By that token, victory seemed to have a cathartic effect on Woods, not by reinvigorating his extraordinary self-belief – of course, it would – but in finally reliving success, he exorcised that need for it. At 43, after that redemptive turn, Woods has effused the sense that he is now simply savouring a type of joie de vivre he could never before comprehend.

It is not to say he will not contend at Augusta. On only six of his 19 visits has he finished outside of the top-10. And, as he reiterated yesterday, he knows this course like a “library”. But there can be little doubt that he is now thriving on the last pillages of his physicality. A rare brilliance that has ransacked its own vehicle, even if the instincts will always remain. “The hardest part is I just can’t practice like I used to,” Woods said, with no hint of irony on Tuesday as he headed out to the range. “My back gets sore.
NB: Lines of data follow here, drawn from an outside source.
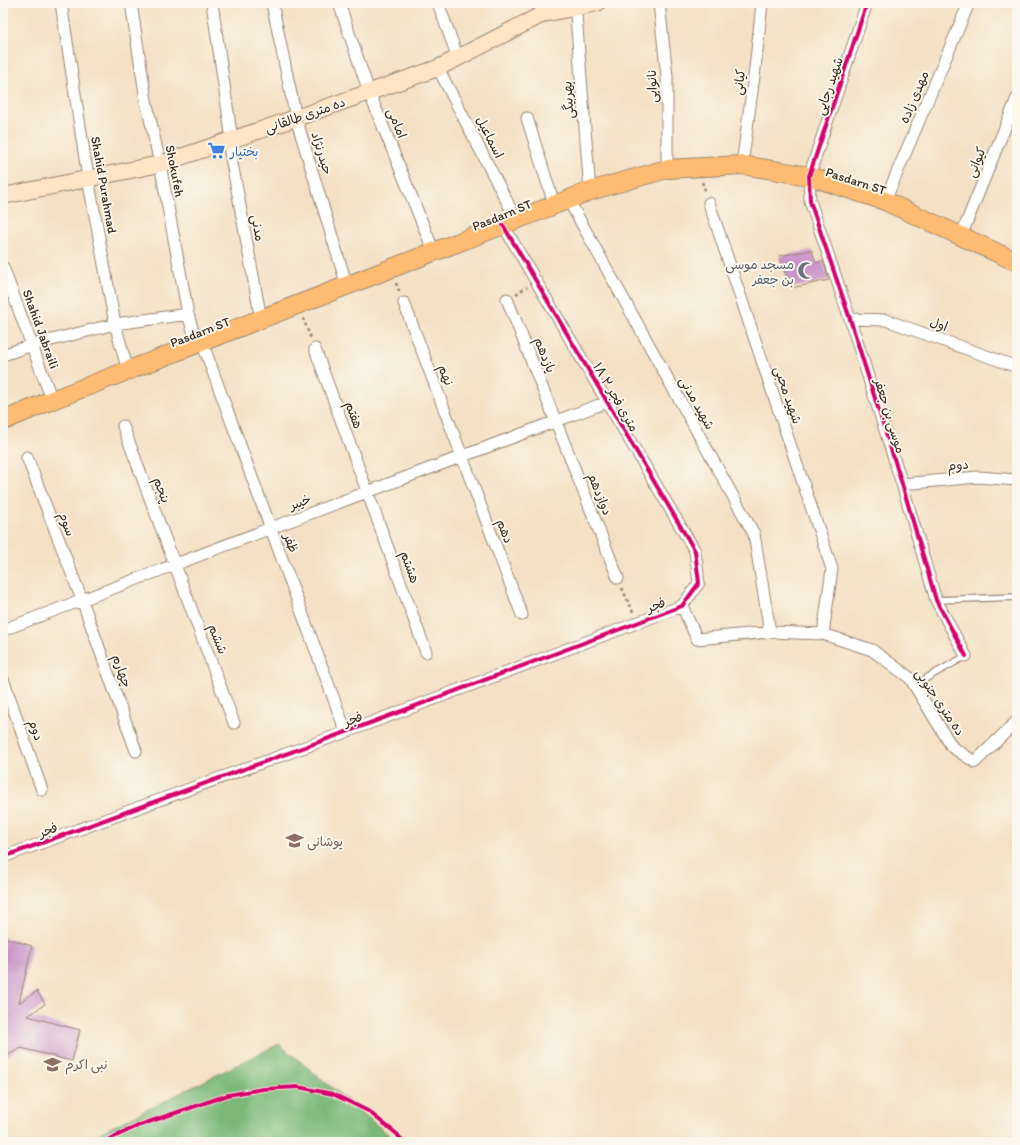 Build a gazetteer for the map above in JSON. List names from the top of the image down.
{
  "streets": {
    "main road": ["Pasdarn ST"],
    "street": [
      "کیانی",
      "نانوایی",
      "شهید رجایی",
      "مهدی زاده",
      "بهربیگی",
      "ده متری طالقانی",
      "امامی",
      "اسماعیل",
      "حیدرنژاد",
      "کیوانی",
      "Shokufeh",
      "Shahid Purahmad",
      "مدنی",
      "اول",
      "Shahid Jabraili",
      "یازدهم",
      "نهم",
      "شهید محبی",
      "۱۸ متری فجر ۲",
      "شهید مدنی",
      "هفتم",
      "موسی بن جعفر",
      "دوم",
      "پنجم",
      "دوازدهم",
      "خیبر",
      "سوم",
      "دهم",
      "ظفر",
      "هشتم",
      "فجر",
      "ششم",
      "چهارم",
      "ده متری جنوبی"
    ]
  },
  "crossings": [
    ["کیانی", "Pasdarn ST"],
    ["نانوایی", "Pasdarn ST"],
    ["شهید رجایی", "Pasdarn ST"],
    ["شهید رجایی", "موسی بن جعفر"],
    ["مهدی زاده", "Pasdarn ST"],
    ["بهربیگی", "ده متری طالقانی"],
    ["بهربیگی", "Pasdarn ST"],
    ["ده متری طالقانی", "امامی"],
    ["ده متری طالقانی", "اسماعیل"],
    ["ده متری طالقانی", "حیدرنژاد"],
    ["ده متری طالقانی", "Shokufeh"],
    ["ده متری طالقانی", "Shahid Purahmad"],
    ["ده متری طالقانی", "مدنی"],
    ["امامی", "Pasdarn ST"],
    ["اسماعیل", "Pasdarn ST"],
    ["اسماعیل", "۱۸ متری فجر ۲"],
    ["حیدرنژاد", "Pasdarn ST"],
    ["کیوانی", "Pasdarn ST"],
    ["Shokufeh", "Pasdarn ST"],
    ["Shokufeh", "ظفر"],
    ["Pasdarn ST", "Shahid Purahmad"],
    ["Pasdarn ST", "مدنی"],
    ["Pasdarn ST", "Shahid Jabraili"],
    ["Pasdarn ST", "۱۸ متری فجر ۲"],
    ["Pasdarn ST", "شهید مدنی"],
    ["Pasdarn ST", "موسی بن جعفر"],
    ["Pasdarn ST", "ظفر"],
    ["اول", "موسی بن جعفر"],
    ["یازدهم", "دوازدهم"],
    ["یازدهم", "خیبر"],
    ["نهم", "خیبر"],
    ["نهم", "دهم"],
    ["شهید محبی", "ده متری جنوبی"],
    ["۱۸ متری فجر ۲", "خیبر"],
    ["۱۸ متری فجر ۲", "فجر"],
    ["شهید مدنی", "ده متری جنوبی"],
    ["هفتم", "خیبر"],
    ["هفتم", "هشتم"],
    ["موسی بن جعفر", "دوم"],
    ["پنجم", "خیبر"],
    ["پنجم", "ششم"],
    ["دوازدهم", "خیبر"],
    ["خیبر", "سوم"],
    ["خیبر", "دهم"],
    ["خیبر", "ظفر"],
    ["خیبر", "هشتم"],
    ["خیبر", "ششم"],
    ["خیبر", "چهارم"],
    ["سوم", "چهارم"],
    ["ظفر", "فجر"],
    ["فجر", "ده متری جنوبی"]
  ],
  "places": {
    "supermarket": ["بختیار"],
    "mosque": ["مسجد موسی بن جعفر"],
    "school or university": ["یوشانی", "نبی اکرم"]
  }
}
I just can’t log in the time that I used to and that goes with every part of my game.

Tiger Woods celebrates after winning the Tour Championship (Getty)

After the most gut-wrenching trials – some self-inflicted, others treated as a type of karmic retaliation – Woods has found a new way to be happy. Victory at the Tour Championship did not somehow turn him soft, only mortal. A man who has conquered a ghoulish parody of his former self to complete a Lazarus-like return and finally appease his own ‘win at all costs’ mantra. That in itself is something of a miracle.

So maybe, after all these years, we are not only seeing a Tiger Woods who has been tamed, wounded by experience, dimpled by love or whichever interpretation we choose to take. We are seeing a man who has claimed satisfaction in a world where he is still able to compete, rather than one in which he dominates. And, in that sense, while of course he would still love to win and will throw everything at the Green Jacket, he hasn’t felt the same need to since September 23.